(Records excerpted from a collection)
◆ ◆ ◆ ◆ ◆ ◆ ◆
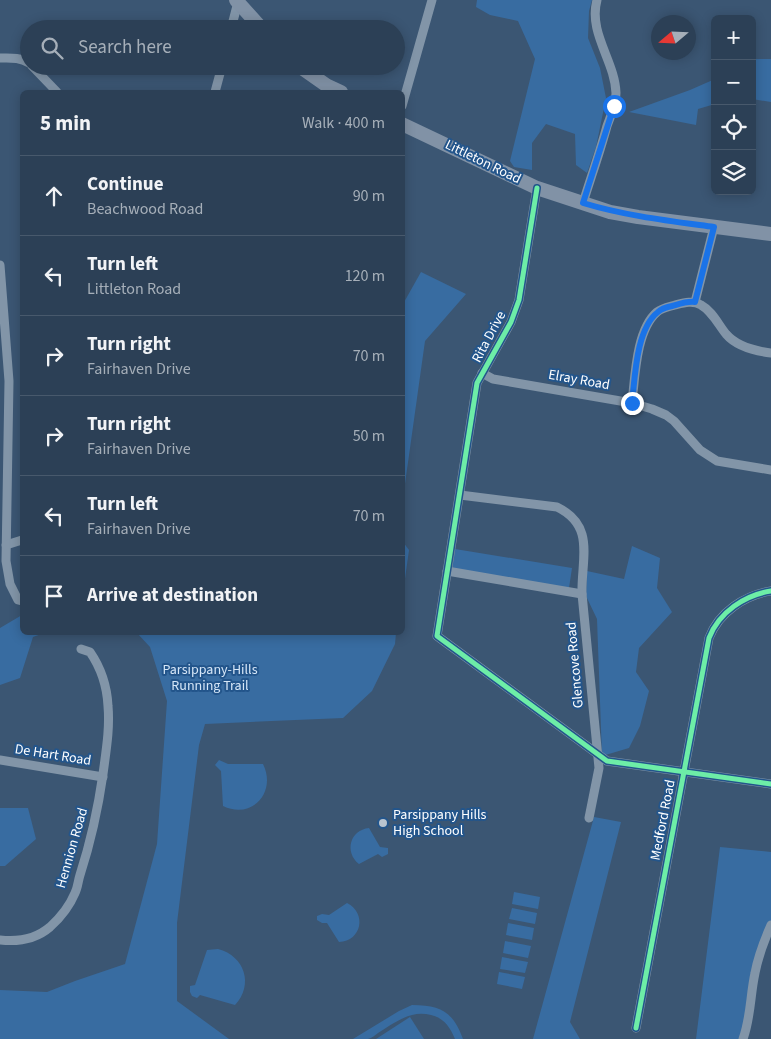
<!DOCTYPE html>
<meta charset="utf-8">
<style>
body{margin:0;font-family:"Source Sans 3",sans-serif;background:#34475c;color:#f1f3f6}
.controls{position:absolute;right:15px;top:15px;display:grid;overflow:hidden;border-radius:8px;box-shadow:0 2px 12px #0003}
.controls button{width:45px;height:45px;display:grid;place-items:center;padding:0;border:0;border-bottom:1px solid #48596c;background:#2c4056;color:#f1f3f6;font:25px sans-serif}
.compass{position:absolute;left:651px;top:15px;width:45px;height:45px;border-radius:50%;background:#2c4056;box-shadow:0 2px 12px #0003;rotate:251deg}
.stop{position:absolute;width:15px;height:15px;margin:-11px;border:4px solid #1a73e8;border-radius:50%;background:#fff}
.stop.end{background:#1a73e8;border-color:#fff;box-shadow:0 1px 5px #0008}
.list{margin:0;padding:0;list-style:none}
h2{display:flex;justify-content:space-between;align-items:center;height:65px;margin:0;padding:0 20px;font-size:21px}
h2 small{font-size:16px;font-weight:400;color:#a6afb9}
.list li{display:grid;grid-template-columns:32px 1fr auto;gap:15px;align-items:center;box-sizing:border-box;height:80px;padding:0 20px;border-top:1px solid #48596c}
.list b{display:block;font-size:19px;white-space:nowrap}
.list p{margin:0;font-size:16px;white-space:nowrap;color:#a6afb9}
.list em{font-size:16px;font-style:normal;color:#a6afb9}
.icon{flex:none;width:28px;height:28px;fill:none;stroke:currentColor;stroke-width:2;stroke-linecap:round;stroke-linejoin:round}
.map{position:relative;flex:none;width:771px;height:1039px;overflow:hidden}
.search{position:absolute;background:#2c4056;box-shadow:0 2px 12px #0003;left:20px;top:20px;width:385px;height:55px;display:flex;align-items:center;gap:12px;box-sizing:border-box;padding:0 18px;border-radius:28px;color:#a6afb9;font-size:19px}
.panel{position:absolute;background:#2c4056;box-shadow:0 2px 12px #0003;left:20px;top:90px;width:385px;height:545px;border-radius:8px}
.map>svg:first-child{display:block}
.green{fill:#386ca1}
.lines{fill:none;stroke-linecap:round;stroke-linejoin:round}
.street{stroke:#8295a8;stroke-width:9}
.primary{stroke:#8192a6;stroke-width:14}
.cycleway-casing{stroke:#23558b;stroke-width:8}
.cycleway{stroke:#6deda7;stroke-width:5}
.route{stroke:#1a73e8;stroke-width:6}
.poi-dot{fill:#bac4ce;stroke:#23558b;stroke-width:2}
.labels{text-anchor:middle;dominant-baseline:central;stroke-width:4;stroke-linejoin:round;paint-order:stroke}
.street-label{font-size:14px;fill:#fff;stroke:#23558b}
.park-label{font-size:14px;fill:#d6e7f8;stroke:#23558b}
.poi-label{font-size:14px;fill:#fff;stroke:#23558b;text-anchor:start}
</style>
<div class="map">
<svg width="771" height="1039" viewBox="0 0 771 1039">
<rect width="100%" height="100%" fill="#3b5673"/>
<g class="green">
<path d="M477,0H592L589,11L588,38L600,68L606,98L596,147L587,173L576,165L575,134L546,124L532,143V170L514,167L510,161L535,59L518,21L490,15L476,7Z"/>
<path d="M756,59H771V102L752,99V61Z"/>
<path d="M715,79V104L698,109L696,125L629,112L690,90Z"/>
<path d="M421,272L466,294L425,341L403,498V304Z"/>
<path d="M403,542L409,550L403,593Z"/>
<path d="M632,546L660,558L657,588L672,612L639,648L636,672L649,691L640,726L629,748L602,756L597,619L586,596L587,571L624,579Z"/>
<path d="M455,549L572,568L569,588L452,569Z"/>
<path d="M22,615V632L44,633L33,637L20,678L0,685V628Z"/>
<path d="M137,633H396L395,644L372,691L343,718L205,724L199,745L177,923V1001L229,1039H0V990L47,992L75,981L125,964L157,844L167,701L150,647Z"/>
<path d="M219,760L228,764H263C277,792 252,820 223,806L221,771L215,765Z"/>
<path d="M0,808H28L36,839L5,866H0Z"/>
<path d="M594,817L621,822L570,1022L580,1039H533Z"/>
<path d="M369,828L380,847L388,848V854L382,857L378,854L359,864C344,852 350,830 369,828Z"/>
<path d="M720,847L771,852V926L742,1039H696Z"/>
<path d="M514,892L540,897L538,909L512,904Z"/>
<path d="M347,903C367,913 362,941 339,942L327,923H322L317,920V916L322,914L329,915Z"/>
<path d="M512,908L537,913L535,924L509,919Z"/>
<path d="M508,923L534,928L532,940L506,935Z"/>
<path d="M505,941L531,946L528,958L503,953Z"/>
<path d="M218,949C245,956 254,985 235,1005L200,995L197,998L192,996L190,992V986L195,985L207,950Z"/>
<path d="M502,957L528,962L525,973L500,969Z"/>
<path d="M499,972L525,977L522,989L497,984Z"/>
<path d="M412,1005C441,1005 453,1012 463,1039H455C450,1027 444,1018 431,1015C410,1010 396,1022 378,1033C375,1035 372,1038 368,1039C364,1039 357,1039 353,1039L399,1011Z"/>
<path d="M410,1017L424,1039H376Z"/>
</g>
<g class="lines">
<g class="street">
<path d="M231,29L238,2"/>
<path d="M0,58C10,58 20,57 29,63"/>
<path d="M32,66L57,92"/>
<path d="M215,92L222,66"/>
<path d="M402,106L432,0"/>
<path d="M537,188L519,300L511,322L477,383L437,636L607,761L771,784"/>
<path d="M583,203C591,177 600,152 607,126C611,115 616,105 616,93C615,61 588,33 597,0"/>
<path d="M0,265L9,381L6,561L10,584L18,600L22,601"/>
<path d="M695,302L714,227"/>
<path d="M482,373L493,379L632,403L652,409L666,415L674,421L700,450L717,461L771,470"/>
<path d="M632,403C635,377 636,330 657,312C662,308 668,307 675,305C683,303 693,300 701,305C712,311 718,324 726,334C737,347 755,351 771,353"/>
<path d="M460,495L557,507C596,526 581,559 582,594L599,768L589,818"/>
<path d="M6,545L22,540"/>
<path d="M447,571L582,594"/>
<path d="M0,760L103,777"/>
<path d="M0,940C18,942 36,939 50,927C60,918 70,905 75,893C78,887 78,881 80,875C91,841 98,809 103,774C106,751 110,729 108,706C107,686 101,668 90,652L81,649"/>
<path d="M636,1028L709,638C719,612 745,595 771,591"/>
<path d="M743,1039C751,1017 750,996 755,973C758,957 764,941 771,925"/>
</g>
<g class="primary">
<path d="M236,0L262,29"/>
<path d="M299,66L326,85L341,92"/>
<path d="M402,124L537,188L610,212L638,217L771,234"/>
</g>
<defs>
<g id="cycleway">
<path d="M537,188L519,300L511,322L477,383L437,636L607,761L771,784"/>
<path d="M636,1028L709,638C719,612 745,595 771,591"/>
</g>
</defs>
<use href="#cycleway" class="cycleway-casing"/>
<use href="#cycleway" class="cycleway"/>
</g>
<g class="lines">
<path class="route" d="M614,106L583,203C626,216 670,221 714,227L695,302C687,301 679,304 672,306C667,307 662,308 658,312C636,329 635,377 632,403"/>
</g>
<circle class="poi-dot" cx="383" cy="823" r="5"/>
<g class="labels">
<g class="street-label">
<text transform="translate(483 162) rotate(26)">Littleton Road</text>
<text transform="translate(489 337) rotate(-62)">Rita Drive</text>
<text transform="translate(579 380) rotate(10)">Elray Road</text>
<text transform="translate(575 665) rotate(-95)">Glencove Road</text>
<text transform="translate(53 755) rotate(9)">De Hart Road</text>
<text transform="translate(663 820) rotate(-79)">Medford Road</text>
<text transform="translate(72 848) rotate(-74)">Hennion Road</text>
</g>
<g class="park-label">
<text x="210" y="670">Parsippany-Hills<tspan x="210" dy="16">Running Trail</tspan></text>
</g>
<g class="poi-label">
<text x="393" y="815">Parsippany Hills<tspan x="393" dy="16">High School</tspan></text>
</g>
</g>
</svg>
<div class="controls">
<button>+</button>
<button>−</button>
<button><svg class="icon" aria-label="locate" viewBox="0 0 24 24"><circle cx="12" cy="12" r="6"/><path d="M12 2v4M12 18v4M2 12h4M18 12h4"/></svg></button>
<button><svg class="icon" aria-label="layers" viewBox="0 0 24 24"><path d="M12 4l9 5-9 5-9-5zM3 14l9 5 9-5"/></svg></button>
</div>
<svg class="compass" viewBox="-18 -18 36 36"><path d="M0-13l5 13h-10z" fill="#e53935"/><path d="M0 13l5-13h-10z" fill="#a6afb9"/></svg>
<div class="stop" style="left:614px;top:106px"></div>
<div class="stop end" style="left:632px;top:403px"></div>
<div class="search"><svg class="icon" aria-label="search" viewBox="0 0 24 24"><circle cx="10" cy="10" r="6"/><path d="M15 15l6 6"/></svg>Search here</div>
<section class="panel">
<h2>5 min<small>Walk · 400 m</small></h2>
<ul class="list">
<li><svg class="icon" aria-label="ahead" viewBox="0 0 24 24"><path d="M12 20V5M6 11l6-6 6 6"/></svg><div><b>Continue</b><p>Beachwood Road</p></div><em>90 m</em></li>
<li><svg class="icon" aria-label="left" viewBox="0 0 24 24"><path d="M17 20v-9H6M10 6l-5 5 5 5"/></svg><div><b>Turn left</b><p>Littleton Road</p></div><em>120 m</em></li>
<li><svg class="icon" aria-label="right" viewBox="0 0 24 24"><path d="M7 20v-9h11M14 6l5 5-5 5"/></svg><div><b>Turn right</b><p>Fairhaven Drive</p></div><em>70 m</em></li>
<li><svg class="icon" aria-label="right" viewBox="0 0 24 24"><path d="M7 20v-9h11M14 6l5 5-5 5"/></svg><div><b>Turn right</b><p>Fairhaven Drive</p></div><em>50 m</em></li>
<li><svg class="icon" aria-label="left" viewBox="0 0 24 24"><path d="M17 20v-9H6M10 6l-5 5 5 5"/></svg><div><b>Turn left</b><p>Fairhaven Drive</p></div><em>70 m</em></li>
<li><svg class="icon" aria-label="arrive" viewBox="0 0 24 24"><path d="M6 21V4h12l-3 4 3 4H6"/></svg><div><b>Arrive at destination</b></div></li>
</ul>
</section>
</div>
◆ ◆ ◆ ◆ ◆ ◆ ◆
**AIM OF THE TASK**
Scan the records above for the word "solid" and return every line where it occurs.

**RESPONSE BOX**
.controls button{width:45px;height:45px;display:grid;place-items:center;padding:0;border:0;border-bottom:1px solid #48596c;background:#2c4056;color:#f1f3f6;font:25px sans-serif}
.stop{position:absolute;width:15px;height:15px;margin:-11px;border:4px solid #1a73e8;border-radius:50%;background:#fff}
.list li{display:grid;grid-template-columns:32px 1fr auto;gap:15px;align-items:center;box-sizing:border-box;height:80px;padding:0 20px;border-top:1px solid #48596c}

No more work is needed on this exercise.